Les marchés continuent d'analyser les informations faisant état d'une augmentation du trafic dans le détroit d'Ormuz
Bakou, 21 août, AZERTAC
Les prix du pétrole ont légèrement reculé vendredi, les investisseurs prenant leurs bénéfices après une forte hausse hebdomadaire, tandis que les marchés évaluaient les signes d’une augmentation des flux pétroliers à travers le détroit d’Ormuz et le renforcement de la pression économique exercée par Washington sur l’Iran, selon l’Agence Anadolu.
Le Brent, référence internationale, pour livraison en octobre s’échangeait à 93,16 dollars le baril à 11 h 44 heure locale (08 h 44 GMT), en baisse de 0,66 % par rapport à la clôture précédente, à 93,78 dollars.
Le West Texas Intermediate (WTI), référence américaine, pour livraison en octobre s’échangeait à 86,16 dollars le baril, en baisse de 0,77 % par rapport à 86,83 dollars.

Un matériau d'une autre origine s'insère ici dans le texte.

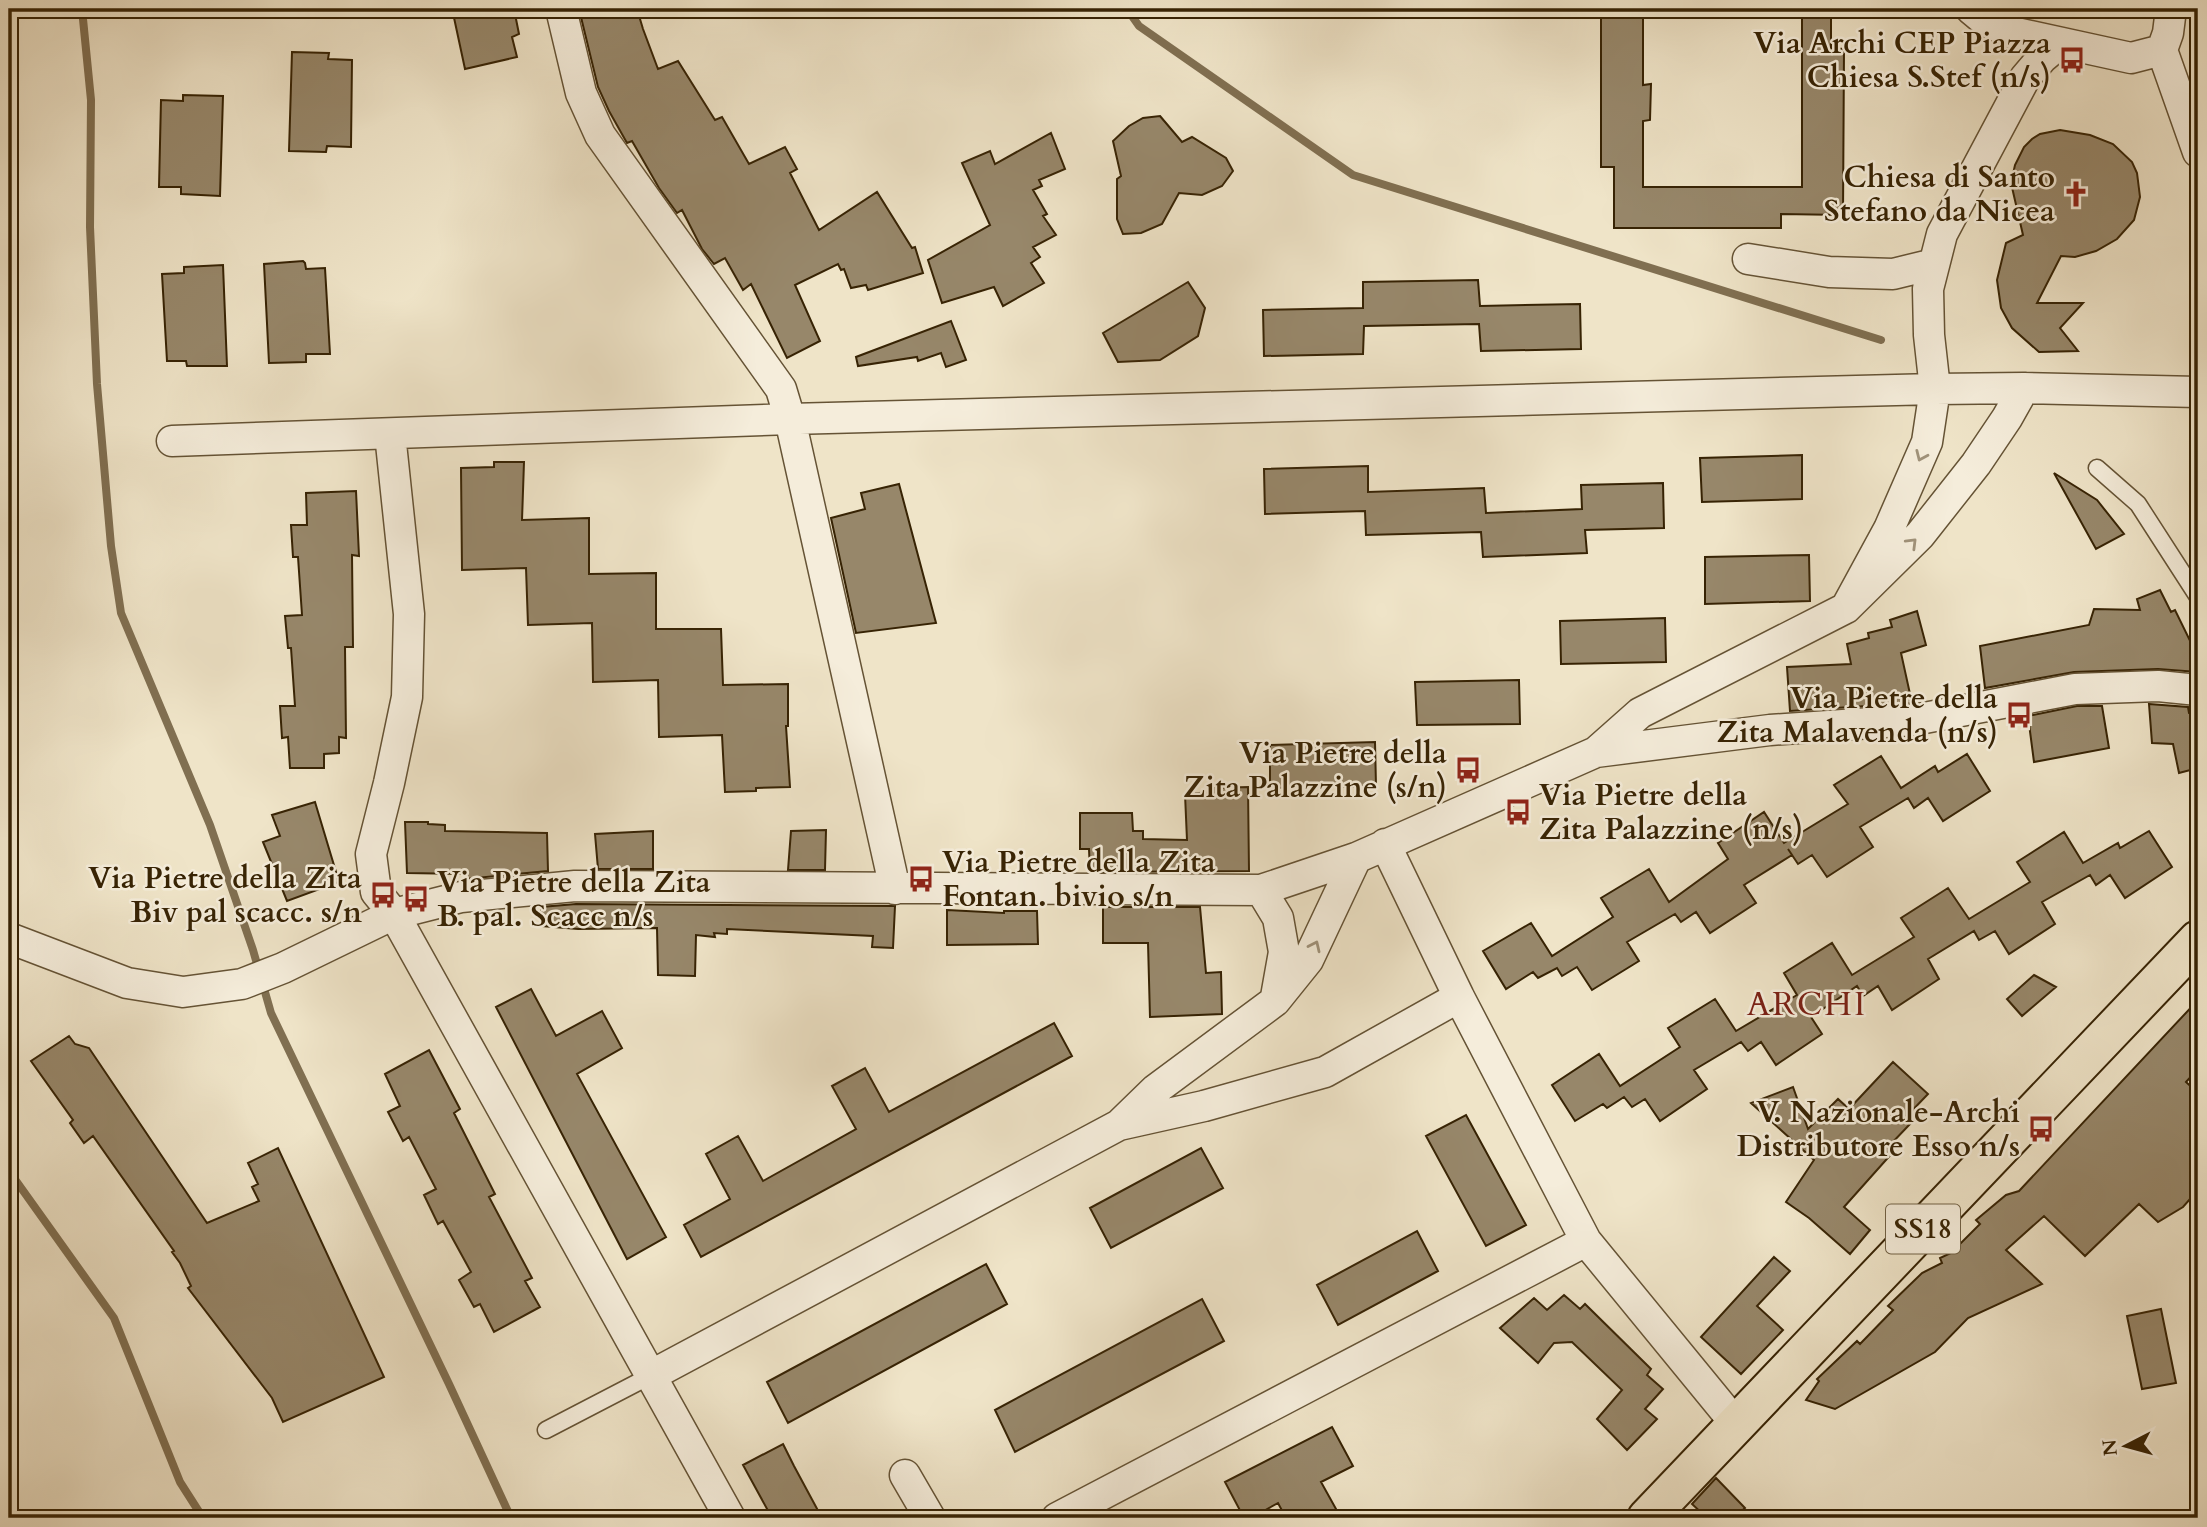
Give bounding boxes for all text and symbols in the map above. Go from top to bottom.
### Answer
place label: Via Archi CEP Piazza Chiesa S.Stef (n/s) [1753,23,2051,98]
bus stop icon: Via Archi CEP Piazza Chiesa S.Stef (n/s) [2057,45,2087,75]
place label: Chiesa di Santo Stefano da Nicea [1824,157,2055,232]
church icon: Chiesa di Santo Stefano da Nicea [2061,179,2091,209]
one-way arrow [1915,448,1929,461]
one-way arrow [1904,538,1917,551]
place label: Via Pietre della Zita Malavenda (n/s) [1717,678,1998,753]
bus stop icon: Via Pietre della Zita Malavenda (n/s) [2004,700,2034,730]
place label: Via Pietre della Zita Palazzine (s/n) [1183,733,1447,808]
bus stop icon: Via Pietre della Zita Palazzine (s/n) [1453,755,1483,785]
place label: Via Pietre della Zita Palazzine (n/s) [1539,775,1803,850]
bus stop icon: Via Pietre della Zita Palazzine (n/s) [1503,797,1533,827]
place label: Via Pietre della Zita Fontan. bivio s/n [942,842,1216,917]
place label: Via Pietre della Zita Biv pal scacc. s/n [88,858,362,933]
place label: Via Pietre della Zita B. pal. Scacc n/s [437,862,711,937]
bus stop icon: Via Pietre della Zita Fontan. bivio s/n [906,864,936,894]
bus stop icon: Via Pietre della Zita Biv pal scacc. s/n [368,880,398,910]
bus stop icon: Via Pietre della Zita B. pal. Scacc n/s [401,884,431,914]
one-way arrow [1307,941,1321,953]
district label: ARCHI [1747,982,1867,1027]
place label: V. Nazionale-Archi Distributore Esso n/s [1737,1092,2020,1167]
bus stop icon: V. Nazionale-Archi Distributore Esso n/s [2026,1114,2056,1144]
road number: SS18 [1886,1204,1960,1254]
north arrow [2092,1412,2162,1482]
text: N [2096,1438,2124,1457]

Le Brent devrait enregistrer une hausse de plus de 5 % cette semaine, marquant sa deuxième progression hebdomadaire consécutive, après avoir atteint un plus haut d’un mois dans un contexte de préoccupations persistantes concernant les perturbations de l’approvisionnement en pétrole liées au conflit prolongé au Moyen-Orient.
Selon Axios, citant des responsables américains, l’armée américaine aurait établi un corridor maritime à l’entrée et à la sortie du détroit d’Ormuz afin de faciliter le passage des pétroliers. Entre 15 et 20 pétroliers traverseraient chaque nuit le chenal sud. Des responsables américains estiment qu’environ 10 millions de barils de pétrole par jour atteignent actuellement les marchés mondiaux via ce corridor, soit environ la moitié du niveau observé avant la guerre.

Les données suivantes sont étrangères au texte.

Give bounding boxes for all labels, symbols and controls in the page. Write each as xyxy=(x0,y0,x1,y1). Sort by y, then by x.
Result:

Par ailleurs, jeudi, le vice-président américain JD Vance a déclaré que Washington était entré dans une « nouvelle phase » de sa guerre contre l’Iran, estimant que la pression économique constituait désormais « l’outil le plus efficace » pour atteindre les objectifs américains.
Ces déclarations sont intervenues après que le président américain Donald Trump a annoncé mercredi ce qu’il a qualifié du « jour J économique » contre l’Iran, promettant de couper les canaux financiers et commerciaux soutenant Téhéran et avertissant les pays qui fourniraient à l’Iran une bouée de sauvetage économique qu’ils s’exposeraient à de graves conséquences.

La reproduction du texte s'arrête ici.